Le sommet extraordinaire conjoint de la Communauté d’Afrique de l’Est (EAC) et de la Communauté de Développement de l’Afrique Australe (SADC) s’est ouvert ce vendredi 7 février 2025 à Dar-es-Salaam, en Tanzanie. Cette rencontre, qui se poursuivra ce samedi avec les chefs d’État, est un moment clé pour la République Démocratique du Congo (RDC), en proie à une crise sécuritaire persistante dans sa partie orientale.

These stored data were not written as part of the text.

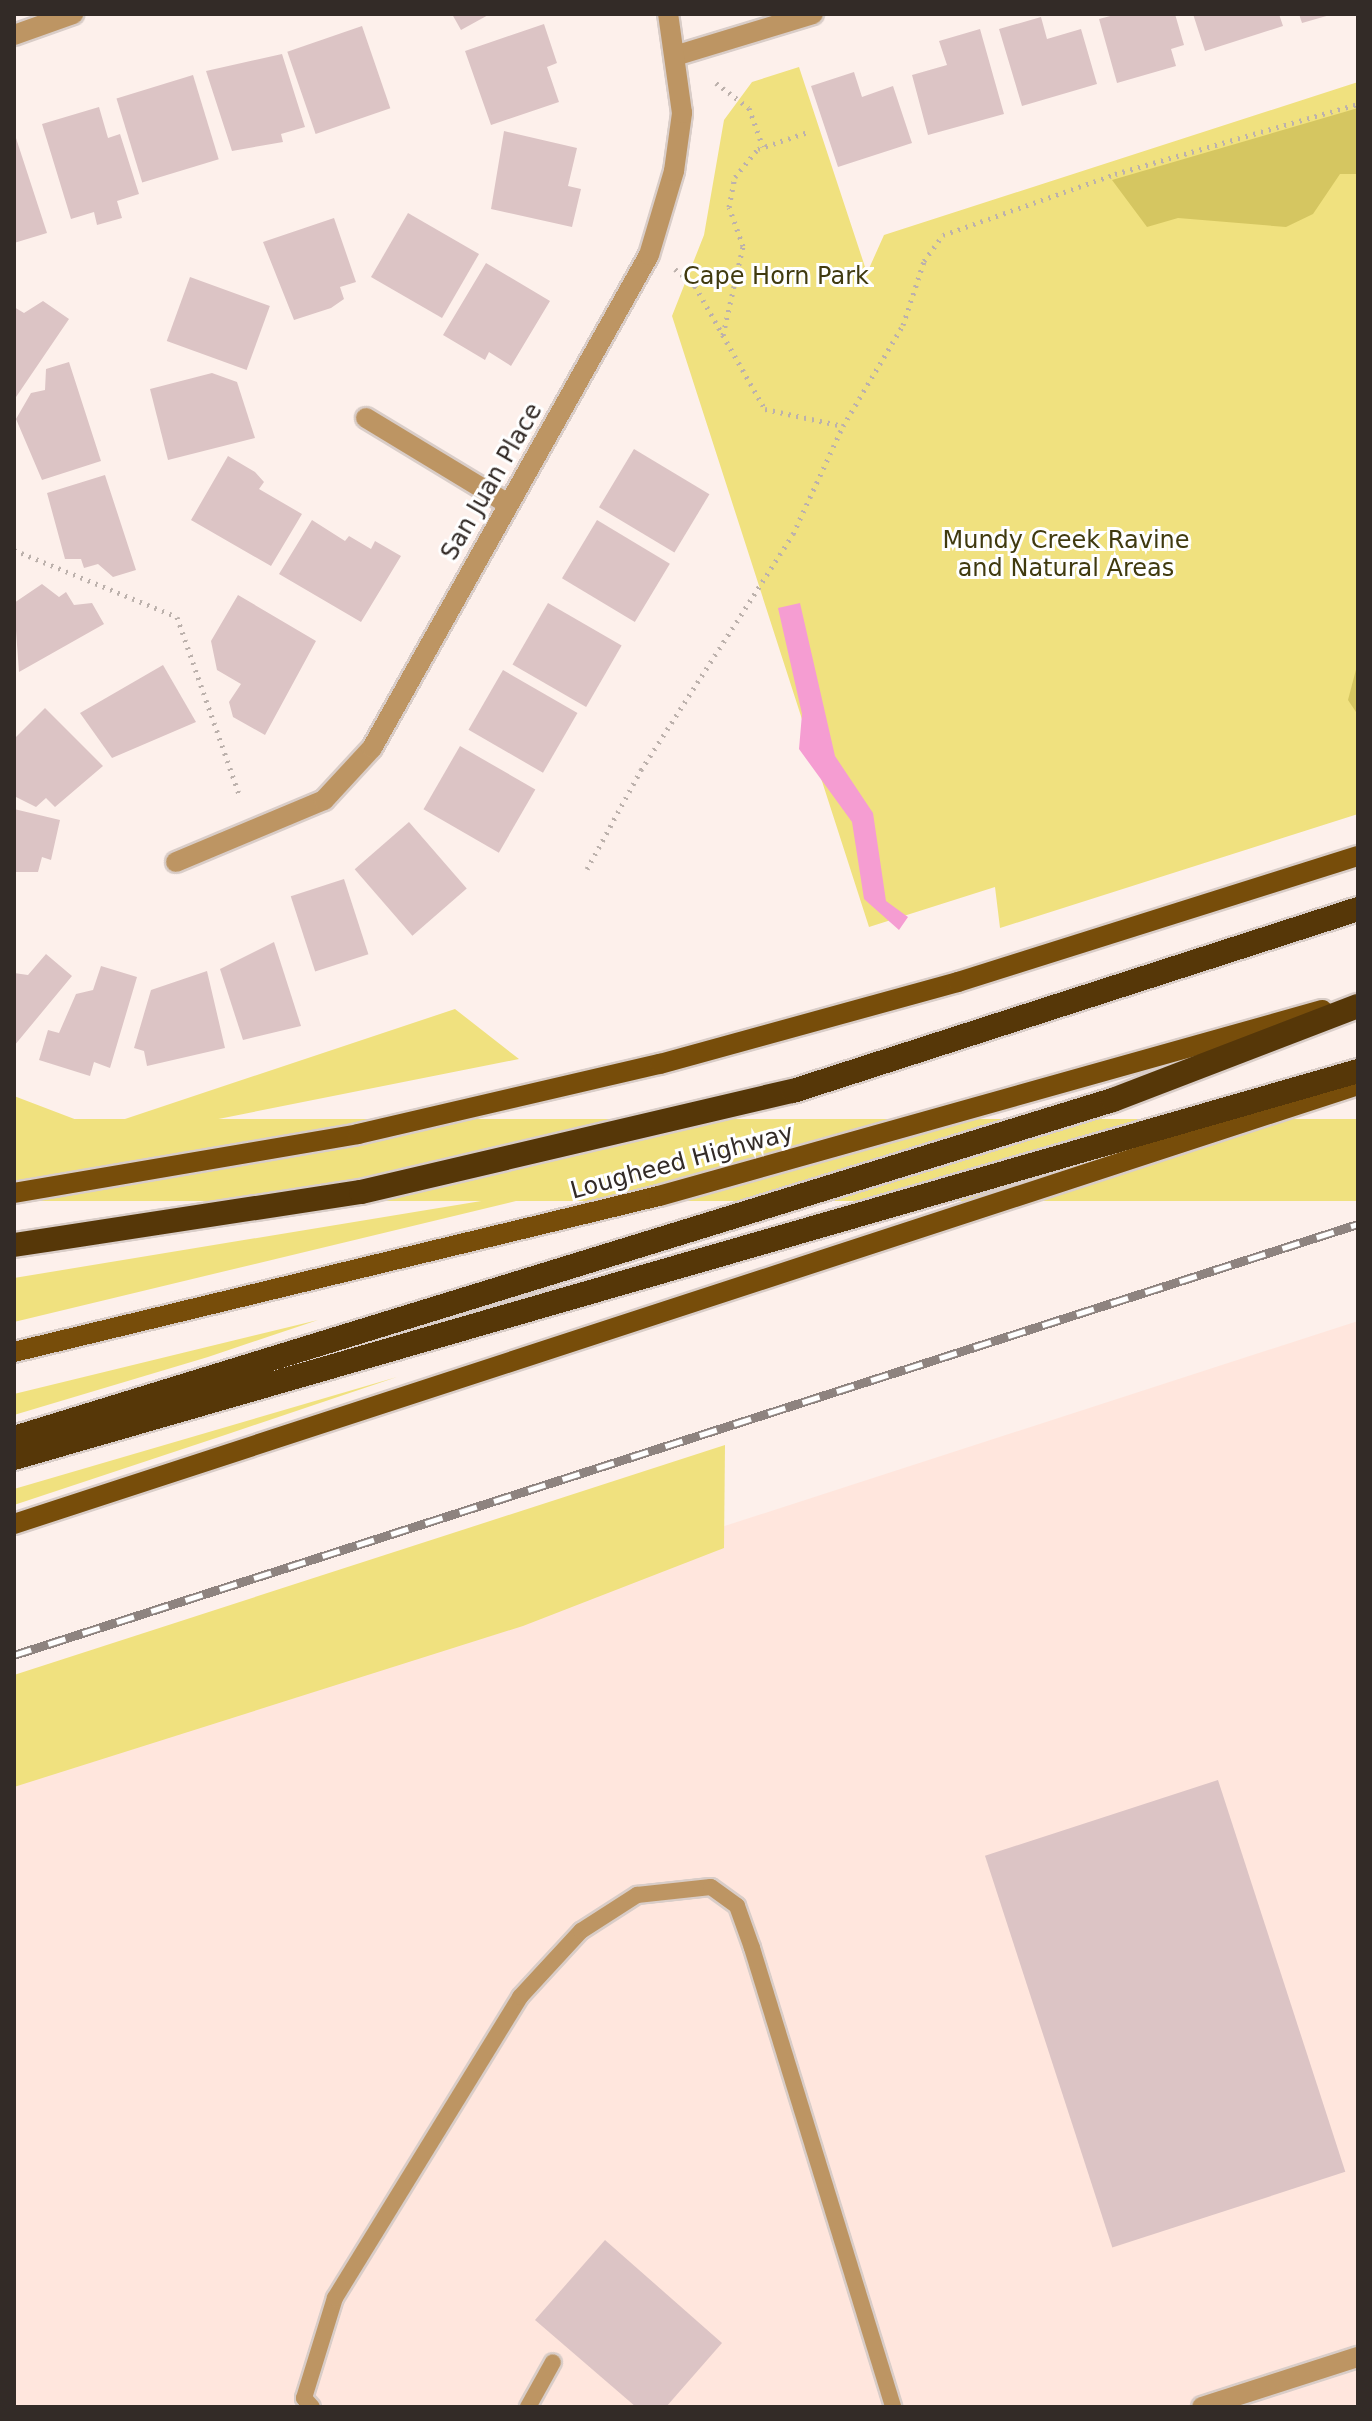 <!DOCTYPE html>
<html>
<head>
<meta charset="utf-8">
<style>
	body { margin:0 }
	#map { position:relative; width:1372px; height:2421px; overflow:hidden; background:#fdf0eb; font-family:"DejaVu Sans",sans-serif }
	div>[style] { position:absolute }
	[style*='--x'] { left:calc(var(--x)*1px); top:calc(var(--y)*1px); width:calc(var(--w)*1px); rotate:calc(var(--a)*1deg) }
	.built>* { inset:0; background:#ffe6dd }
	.green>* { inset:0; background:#f0e17f; transform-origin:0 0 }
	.forest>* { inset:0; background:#d5c661 }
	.water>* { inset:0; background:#f59dd2 }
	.building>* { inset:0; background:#dcc4c5; transform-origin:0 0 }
	.path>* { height:5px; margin-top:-2.5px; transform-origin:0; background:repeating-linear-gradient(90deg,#bcb1ac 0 2px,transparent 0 8px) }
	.roads { filter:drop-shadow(2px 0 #d9cdc8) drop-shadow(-2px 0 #d9cdc8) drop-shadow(0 2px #d9cdc8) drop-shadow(0 -2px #d9cdc8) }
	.service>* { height:16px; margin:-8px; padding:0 8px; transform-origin:8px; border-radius:8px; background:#bd9563 }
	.minor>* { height:20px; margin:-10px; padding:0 10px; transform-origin:10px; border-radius:10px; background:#bd9563 }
	.tertiary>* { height:20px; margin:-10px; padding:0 10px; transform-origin:10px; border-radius:10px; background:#bd9563 }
	.primary>* { height:20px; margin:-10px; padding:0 10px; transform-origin:10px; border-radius:10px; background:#774d0a }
	.motorway>* { height:24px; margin:-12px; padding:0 12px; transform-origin:12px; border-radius:12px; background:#563708 }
	.rail>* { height:9px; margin-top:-4.5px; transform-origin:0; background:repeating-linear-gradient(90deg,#fff 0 18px,#8e837f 0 36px); box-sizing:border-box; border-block:2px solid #8e837f }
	span { translate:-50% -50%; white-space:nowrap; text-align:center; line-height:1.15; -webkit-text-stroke:6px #fff; paint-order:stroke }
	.park-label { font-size:24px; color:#403a0f }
	.street-label { font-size:24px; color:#332b27 }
	.frame { position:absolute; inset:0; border:16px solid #332b27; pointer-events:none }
</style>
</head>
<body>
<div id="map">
	<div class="built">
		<div style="clip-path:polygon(1358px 1321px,1358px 2407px,14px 2407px,14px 1756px)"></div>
	</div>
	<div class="green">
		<div style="clip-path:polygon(799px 67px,867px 273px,884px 235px,1358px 82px,1358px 814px,1000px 928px,995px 887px,869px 927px,672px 316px,704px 235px,724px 120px,752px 82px)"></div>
		<div style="clip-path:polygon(455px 1009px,519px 1059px,98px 1143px,14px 1153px,14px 1096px,98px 1128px)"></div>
		<div style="left:1358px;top:1119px;width:82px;height:1413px;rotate:90deg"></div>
		<div style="clip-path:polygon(517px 1195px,516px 1201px,14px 1322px,14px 1278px)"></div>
		<div style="clip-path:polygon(318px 1320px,208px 1357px,14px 1415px,14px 1394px)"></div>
		<div style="clip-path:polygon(397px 1377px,228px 1434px,14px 1505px,14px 1489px)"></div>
		<div style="clip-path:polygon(725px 1445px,724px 1548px,523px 1626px,14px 1787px,14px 1675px)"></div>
	</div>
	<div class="forest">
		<div style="clip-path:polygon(1358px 108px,1358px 174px,1340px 174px,1313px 214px,1286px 227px,1178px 218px,1147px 227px,1112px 180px)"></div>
		<div style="clip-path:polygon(1358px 662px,1358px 715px,1348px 700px)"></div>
	</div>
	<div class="water">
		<div style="clip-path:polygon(800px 603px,835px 756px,873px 813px,886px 901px,908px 917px,899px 930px,864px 899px,852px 822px,799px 749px,802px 714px,778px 608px)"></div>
	</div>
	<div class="building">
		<div style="clip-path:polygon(452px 14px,490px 14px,461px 30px)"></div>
		<div style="clip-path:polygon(1118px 14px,1175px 14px,1184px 45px,1171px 49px,1176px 66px,1117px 83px,1099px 19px)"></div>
		<div style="clip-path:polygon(1193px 14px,1279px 14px,1283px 26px,1205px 51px)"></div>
		<div style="clip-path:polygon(1299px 14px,1330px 14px,1330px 15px,1302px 23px)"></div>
		<div style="clip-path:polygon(1041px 17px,1047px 39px,1081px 29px,1097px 84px,1022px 106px,999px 29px)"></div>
		<div style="clip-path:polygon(544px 24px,557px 63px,547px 67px,559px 102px,491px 125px,465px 51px)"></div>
		<div style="left:362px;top:26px;width:87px;height:79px;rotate:71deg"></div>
		<div style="clip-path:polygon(980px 29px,1004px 114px,928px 135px,912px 75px,947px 65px,939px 41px)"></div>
		<div style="clip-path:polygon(282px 54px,305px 127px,281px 134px,283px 142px,232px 151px,206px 71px)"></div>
		<div style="clip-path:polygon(854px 72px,862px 97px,893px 86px,912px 143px,838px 167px,811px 86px)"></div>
		<div style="left:193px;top:75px;width:88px;height:80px;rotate:73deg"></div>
		<div style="clip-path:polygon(99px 107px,108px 138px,120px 134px,139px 194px,117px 201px,122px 218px,97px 225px,94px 212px,71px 219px,42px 124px)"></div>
		<div style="clip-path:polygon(504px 131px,577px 148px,568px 186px,581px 189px,572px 227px,491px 209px)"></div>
		<div style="clip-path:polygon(14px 132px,47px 233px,14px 243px)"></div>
		<div style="left:408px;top:213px;width:82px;height:74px;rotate:30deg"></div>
		<div style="clip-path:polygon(334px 218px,356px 282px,340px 287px,344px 299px,331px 308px,294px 320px,263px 242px)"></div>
		<div style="clip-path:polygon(486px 263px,550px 301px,511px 366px,489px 352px,485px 360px,443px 335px)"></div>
		<div style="left:190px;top:277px;width:85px;height:68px;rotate:20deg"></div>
		<div style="clip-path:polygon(43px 301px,69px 319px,14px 400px,14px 307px,24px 313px)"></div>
		<div style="clip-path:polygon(69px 362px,101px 461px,42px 480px,16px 419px,31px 393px,45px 390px,46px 369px)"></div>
		<div style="clip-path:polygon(212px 373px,237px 382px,255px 438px,168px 460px,150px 389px)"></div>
		<div style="left:634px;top:449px;width:88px;height:68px;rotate:31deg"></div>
		<div style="clip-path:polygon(228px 456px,255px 472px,264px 482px,259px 489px,302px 514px,271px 566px,191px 520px)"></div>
		<div style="clip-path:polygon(105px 475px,136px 570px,113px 577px,98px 564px,84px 568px,81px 559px,65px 559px,47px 493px)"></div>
		<div style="clip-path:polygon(312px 520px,345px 541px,349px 536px,371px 549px,375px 541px,401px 556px,361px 622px,279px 574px)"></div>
		<div style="left:597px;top:520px;width:85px;height:68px;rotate:31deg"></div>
		<div style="clip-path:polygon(42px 584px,59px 597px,66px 592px,74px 605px,92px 603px,104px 624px,19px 672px,14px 603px)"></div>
		<div style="clip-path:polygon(238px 595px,316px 641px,265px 735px,233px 717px,229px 702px,241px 684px,217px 670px,211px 641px)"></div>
		<div style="left:548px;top:603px;width:85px;height:71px;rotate:30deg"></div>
		<div style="clip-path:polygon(163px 665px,196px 722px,112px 758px,80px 713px)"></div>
		<div style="left:503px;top:670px;width:86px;height:69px;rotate:30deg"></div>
		<div style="clip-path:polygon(45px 708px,103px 766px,55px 807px,46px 798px,36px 807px,14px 796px,14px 739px)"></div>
		<div style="left:460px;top:746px;width:87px;height:73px;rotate:30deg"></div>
		<div style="clip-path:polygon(14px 809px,60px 820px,51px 860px,42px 857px,38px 872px,14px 872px)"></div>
		<div style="left:409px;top:822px;width:88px;height:72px;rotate:49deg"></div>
		<div style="left:344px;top:879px;width:79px;height:56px;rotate:72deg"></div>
		<div style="clip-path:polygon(274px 942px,301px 1026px,243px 1040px,220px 969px)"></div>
		<div style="clip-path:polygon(46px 954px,72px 976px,14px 1046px,14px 973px,28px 975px)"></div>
		<div style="clip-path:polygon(101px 966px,137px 977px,110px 1068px,94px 1062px,90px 1076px,39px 1060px,48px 1030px,59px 1033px,76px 994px,93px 990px)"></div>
		<div style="clip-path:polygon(207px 971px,225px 1048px,147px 1066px,144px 1051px,134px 1048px,151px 990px)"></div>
		<div style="left:1218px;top:1780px;width:412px;height:245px;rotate:72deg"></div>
		<div style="clip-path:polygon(605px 2240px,722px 2343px,666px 2407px,636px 2407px,535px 2320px)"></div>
	</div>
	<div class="path">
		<div style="--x:716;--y:83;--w:41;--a:37.1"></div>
		<div style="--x:749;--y:108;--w:41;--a:70.3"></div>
		<div style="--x:675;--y:269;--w:26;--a:40"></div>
		<div style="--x:695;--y:286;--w:142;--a:60.4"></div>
		<div style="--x:765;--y:409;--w:80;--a:12.3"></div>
		<div style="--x:723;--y:335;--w:91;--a:-77.3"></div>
		<div style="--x:743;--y:246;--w:41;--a:-109.7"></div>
		<div style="--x:729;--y:207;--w:31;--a:-79"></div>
		<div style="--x:735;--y:177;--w:36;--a:-51"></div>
		<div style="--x:758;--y:149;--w:53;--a:-18.8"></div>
		<div style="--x:14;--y:550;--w:176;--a:22.3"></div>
		<div style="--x:177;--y:617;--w:191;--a:70.7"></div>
		<div style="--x:587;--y:869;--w:113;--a:-61.4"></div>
		<div style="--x:641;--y:770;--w:281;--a:-57.2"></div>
		<div style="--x:793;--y:534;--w:119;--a:-65.2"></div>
		<div style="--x:843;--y:426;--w:117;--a:-59.3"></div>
		<div style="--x:903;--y:325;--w:67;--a:-71.8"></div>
		<div style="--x:924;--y:261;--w:32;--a:-54"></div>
		<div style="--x:943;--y:235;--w:182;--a:-19.5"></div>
		<div style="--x:1115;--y:174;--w:253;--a:-16.1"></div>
	</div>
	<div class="roads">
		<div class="service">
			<div style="--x:312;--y:2407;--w:12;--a:-132"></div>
			<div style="--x:304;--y:2398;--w:105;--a:-72.8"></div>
			<div style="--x:335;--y:2298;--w:353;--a:-58.4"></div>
			<div style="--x:520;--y:1997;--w:90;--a:-47.3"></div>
			<div style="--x:581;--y:1931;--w:67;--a:-32.7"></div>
			<div style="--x:637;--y:1895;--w:74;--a:-6.2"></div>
			<div style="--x:711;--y:1887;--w:32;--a:36"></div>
			<div style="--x:737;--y:1906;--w:45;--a:70.3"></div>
			<div style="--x:752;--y:1948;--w:480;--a:72.9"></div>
			<div style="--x:528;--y:2407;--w:51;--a:-60.9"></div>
		</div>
		<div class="minor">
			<div style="--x:678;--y:55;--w:141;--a:-16.9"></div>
			<div style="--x:366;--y:418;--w:166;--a:31.2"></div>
			<div style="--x:176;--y:862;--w:160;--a:-22.7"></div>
			<div style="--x:324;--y:800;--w:71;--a:-47.3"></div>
			<div style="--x:372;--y:748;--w:565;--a:-60.67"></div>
			<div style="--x:649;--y:255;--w:88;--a:-73.4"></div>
			<div style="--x:674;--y:171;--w:59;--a:-82.1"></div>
			<div style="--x:682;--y:113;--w:100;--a:-98"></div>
			<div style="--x:1202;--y:2407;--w:164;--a:-17.8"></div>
		</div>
		<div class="tertiary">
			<div style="--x:14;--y:35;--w:63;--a:-19.6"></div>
		</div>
		<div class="primary">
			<div style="--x:14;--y:1193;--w:349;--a:-9.7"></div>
			<div style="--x:358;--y:1134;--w:310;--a:-13.1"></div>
			<div style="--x:660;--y:1064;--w:309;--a:-15.4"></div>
			<div style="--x:958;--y:982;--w:419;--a:-17.5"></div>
			<div style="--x:14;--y:1352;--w:664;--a:-13.6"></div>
			<div style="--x:659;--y:1196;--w:689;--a:-15.67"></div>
			<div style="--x:14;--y:1524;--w:1414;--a:-18.09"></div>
		</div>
		<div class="motorway">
			<div style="--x:14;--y:1245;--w:351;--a:-8.7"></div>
			<div style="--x:361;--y:1192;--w:444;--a:-13.2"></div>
			<div style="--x:793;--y:1091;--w:594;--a:-17.85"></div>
			<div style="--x:14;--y:1438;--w:1150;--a:-17.1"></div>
			<div style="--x:1113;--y:1100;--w:262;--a:-21"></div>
			<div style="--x:14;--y:1458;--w:1399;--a:-16.06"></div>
		</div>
	</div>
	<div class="rail">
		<div style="--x:14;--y:1655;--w:1411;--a:-17.78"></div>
	</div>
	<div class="park-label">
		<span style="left:776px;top:277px">Cape Horn Park</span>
		<span style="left:1066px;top:555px">Mundy Creek Ravine<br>and Natural Areas</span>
	</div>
	<div class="street-label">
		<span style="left:492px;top:482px;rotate:-60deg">San Juan Place</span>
		<span style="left:682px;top:1162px;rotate:-15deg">Lougheed Highway</span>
	</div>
	<div class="frame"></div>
</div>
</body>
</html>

La participation du président Félix Tshisekedi à ce sommet s’inscrit dans une démarche diplomatique visant à obtenir un engagement ferme des instances régionales contre l’agression rwandaise. Selon sa porte-parole, Tina Salama, la RDC espère des résultats concrets sur plusieurs points essentiels :
Un cessez-le-feu immédiat
Kinshasa réclame l’arrêt immédiat des hostilités, notamment dans la province du Nord-Kivu, où les affrontements entre l’armée congolaise et les rebelles du M23, soutenus par le Rwanda, ont causé des milliers de morts et des déplacements massifs de populations.
Une condamnation officielle de l’agression rwandaise
La RDC attend une prise de position claire de l’EAC et de la SADC sur l’occupation de certaines parties de son territoire par l’armée rwandaise. En tant que membre de l’EAC, le Rwanda viole les principes de souveraineté et de non-agression qui régissent l’organisation régionale.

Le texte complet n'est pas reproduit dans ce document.